1. Expanded Recursive Diagrams OCAML rapid tour, day 2
Class 18
Expanded Recursive Diagrams
OCAML rapid tour, day 2

2. Note
This week's HW is in Racket; this week's Lab gives you a chance to play with Ocaml and make sure you've got it set up and working on your own computer.
We'll just have to be bilingual for a little while
The design recipe applies to Ocaml programs, too, with slight variations:
Type signature is part of the code, not the comments
Type-descriptions (like "a database is a list of 2-element string lists") are now mostly in code, not comments
Exception: "A set is a list without repetitions": about contents, not structure
check_expect is now spelled with an underscore, and it's not as fancy as the one in Racket.
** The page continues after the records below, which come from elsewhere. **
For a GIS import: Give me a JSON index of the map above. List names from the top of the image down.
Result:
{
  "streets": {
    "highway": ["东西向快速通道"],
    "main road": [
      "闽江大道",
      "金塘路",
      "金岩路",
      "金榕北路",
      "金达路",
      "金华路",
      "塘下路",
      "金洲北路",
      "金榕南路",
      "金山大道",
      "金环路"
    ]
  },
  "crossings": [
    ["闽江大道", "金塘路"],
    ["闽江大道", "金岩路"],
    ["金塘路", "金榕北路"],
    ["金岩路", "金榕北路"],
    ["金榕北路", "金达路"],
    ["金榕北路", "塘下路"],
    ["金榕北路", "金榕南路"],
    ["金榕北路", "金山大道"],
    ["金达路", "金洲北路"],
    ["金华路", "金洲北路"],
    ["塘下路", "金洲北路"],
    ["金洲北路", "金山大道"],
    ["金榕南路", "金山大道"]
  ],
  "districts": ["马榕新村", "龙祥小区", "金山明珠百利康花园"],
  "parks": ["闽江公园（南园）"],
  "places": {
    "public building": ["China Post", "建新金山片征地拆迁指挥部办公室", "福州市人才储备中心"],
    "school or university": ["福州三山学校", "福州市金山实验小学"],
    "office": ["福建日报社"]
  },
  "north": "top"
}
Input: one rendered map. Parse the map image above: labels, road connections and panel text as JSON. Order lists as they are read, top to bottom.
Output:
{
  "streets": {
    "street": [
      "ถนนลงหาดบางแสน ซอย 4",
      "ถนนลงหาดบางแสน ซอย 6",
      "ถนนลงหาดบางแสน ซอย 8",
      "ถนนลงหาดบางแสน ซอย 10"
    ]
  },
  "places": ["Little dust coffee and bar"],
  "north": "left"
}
3. Expanded recursive diagrams

4. A new part of the problem: from OI to RI
Example: fold OI: +, 0, (list 3 2 1) how do we get to the recursive input??? RI: +, ???, (list 2 1) RO: 6 just copy recursive output to overall output! OO: 6

5. A new part of the problem: from OI to RI
Example: fold OI: +, 0, (list 3 2 1) copy the proc; take "rest" of list; for "init", combine it with (first alod) using "proc" RI: +, 3, (list 2 1) RO: 6 just copy recursive output to overall output! OO: 6

6. OCaml tour continued: back to lecture 8, and length of a list

7. A minor difference between OCaml and Racket
In OCaml, there's no "define", only "let" and "let rec"
let x = 5
<remainder of program>
is like
(let ((x 5))
(remainder of program))
i.e., the let-binding remains in force for everything below it.

8. Writing a recursive procedure
# let rec myLen (lst: 'a list):int = match lst with
| [] -> 0
| hd::tl -> 1 + myLen tl;;
match…with is the new "cond"
| is used to indicate various cases
-> is used to separate the case-selection from the associated value
Some clever name-assignment goes on too
let rec is used instead of "define"

9. Let's work up to that a little more slowly…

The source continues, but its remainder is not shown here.